I assume you don't have source for the application you want to prevent from loading...
Have you considered using a system policy? That would be the best-supported way to prevent a user from launching a program.
You could have a service running that force-kills any app that isn't "whitelisted", but I can't say how well that would work.
I wonder if you are taking the wrong approach. Back in the day there was a Mac app that would prevent access to the desktop and had buttons to launch a set list of applications.
IDEA
What if you had a wrapper for the approved apps then only allow your wrapper to run on the computer?
I would expect there is some way of hooking an application launch, but can't help directly on that front.
You may be able to improve your current approach by detecting the application's window opening and hiding it (move it offscreen) so that the user can't attempt to interact with it while you are trying to shut it down.
However, another approach that may be possible (depending on your circumstances) would be to write an application launcher. This simply is a replacement for the shortcut to the application that checks your licencing conditions, and then does a Process.Start to launch the real .exe at that point. This would work well for any application. (I used a system like this for starting up applications with specialised environment settings and it works beautifully)
You could combine this with your current approach as a fall-back for "clever" users who manage to circumvent your launcher.
If my understanding is right you want to create an application what will prevent the computer user to start any other process except ones for a white-list.
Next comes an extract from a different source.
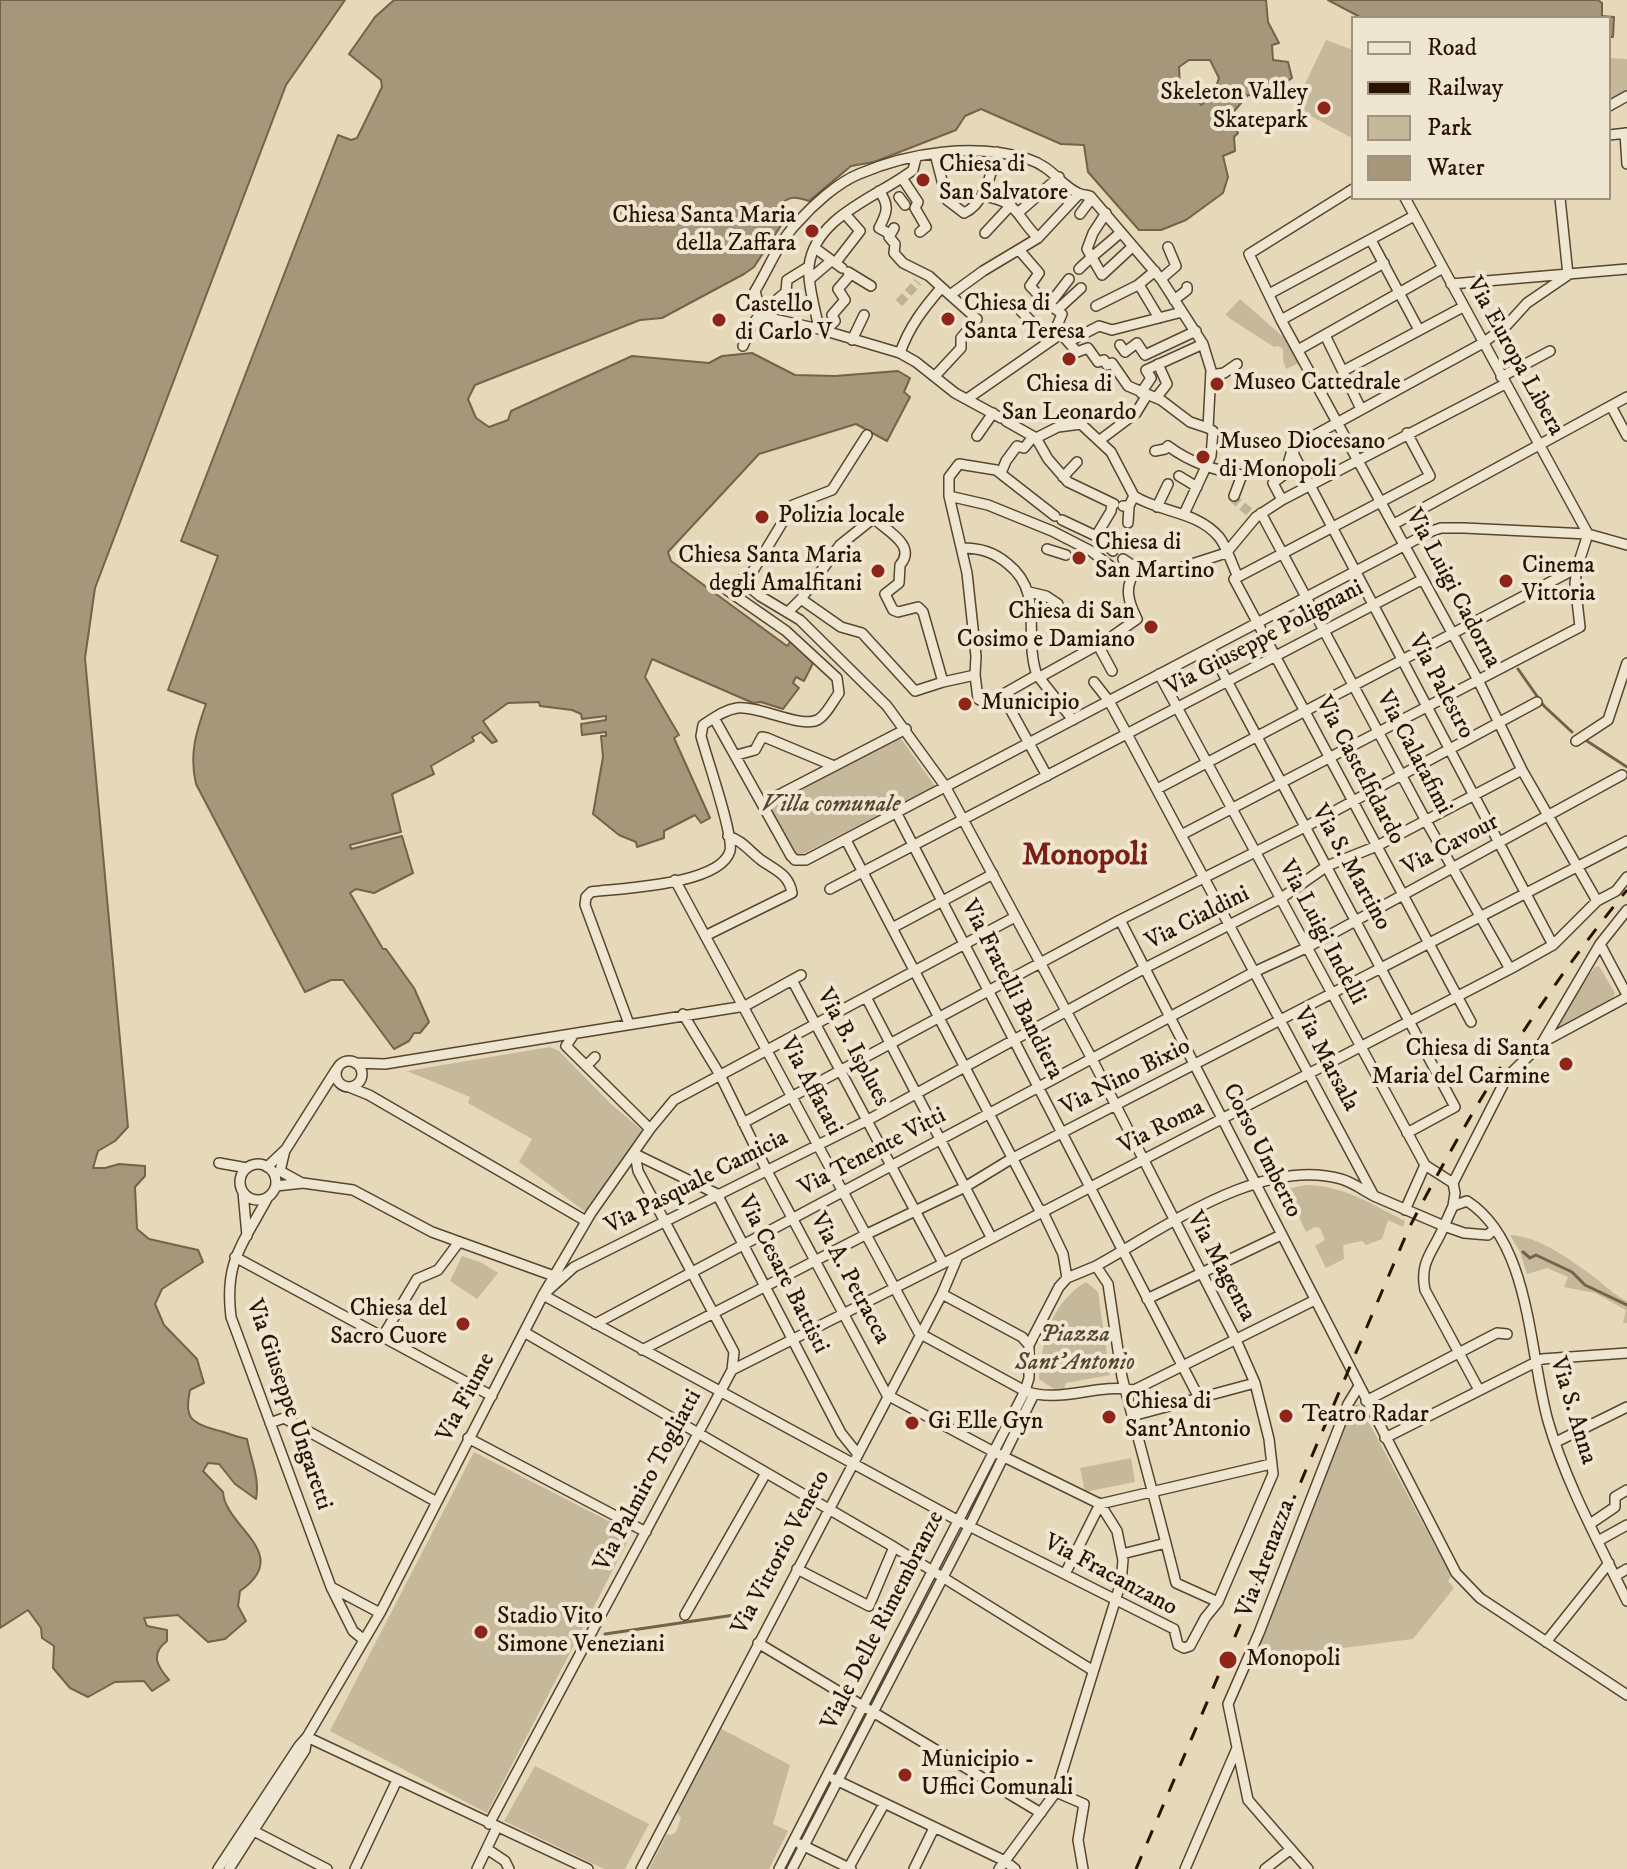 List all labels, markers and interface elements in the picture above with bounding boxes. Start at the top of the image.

If this is the case, monitor the process list of processes (in a while loop) using System.Diagnostics.Process (the GetProcesses method gives the list of all running ones)
Just kill the process when it starts.
Or if your machines have Windows 7 (Windows 2008??) you can use AppLocker. http://www.microsoft.com/windows/enterprise/products/windows-7/features.aspx#applocker Just let Windows prevent the startup.
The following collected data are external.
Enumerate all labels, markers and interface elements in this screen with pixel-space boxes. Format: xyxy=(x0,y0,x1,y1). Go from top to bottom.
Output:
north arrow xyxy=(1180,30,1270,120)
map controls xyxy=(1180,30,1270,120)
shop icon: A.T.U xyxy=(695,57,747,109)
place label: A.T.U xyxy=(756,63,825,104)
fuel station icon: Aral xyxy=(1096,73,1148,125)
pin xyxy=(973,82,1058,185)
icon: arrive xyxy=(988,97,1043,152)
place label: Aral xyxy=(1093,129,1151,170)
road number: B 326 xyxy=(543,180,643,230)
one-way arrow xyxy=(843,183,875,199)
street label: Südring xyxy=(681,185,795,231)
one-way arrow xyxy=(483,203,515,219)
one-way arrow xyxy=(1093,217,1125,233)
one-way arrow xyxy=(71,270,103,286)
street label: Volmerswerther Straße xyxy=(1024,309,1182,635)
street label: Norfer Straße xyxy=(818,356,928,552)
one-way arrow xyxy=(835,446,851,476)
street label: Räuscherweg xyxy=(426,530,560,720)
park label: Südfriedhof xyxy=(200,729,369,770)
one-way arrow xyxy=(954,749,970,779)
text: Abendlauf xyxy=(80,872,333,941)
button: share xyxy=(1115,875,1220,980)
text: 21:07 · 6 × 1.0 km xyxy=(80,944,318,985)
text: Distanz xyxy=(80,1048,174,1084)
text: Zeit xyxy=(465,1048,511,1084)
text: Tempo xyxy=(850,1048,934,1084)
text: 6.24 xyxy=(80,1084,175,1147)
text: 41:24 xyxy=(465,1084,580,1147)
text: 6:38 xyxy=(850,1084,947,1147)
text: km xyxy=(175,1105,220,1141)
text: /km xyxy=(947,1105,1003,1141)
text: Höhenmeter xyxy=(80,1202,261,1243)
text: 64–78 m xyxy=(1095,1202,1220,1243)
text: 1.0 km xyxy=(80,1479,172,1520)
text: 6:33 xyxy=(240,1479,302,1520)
You might want to look at this product: http://www.sassafras.com/licensing.html Personally I can't stand it, but that's because it does what you describe. Might save you some coding.
You could actually edit the registry so when you click a psd, your launcher gets called instead of photoshop. Your launcher then checks for licenses and if there is one starts photoshop with the path of the file.
This is a long shot but you may find it helpful.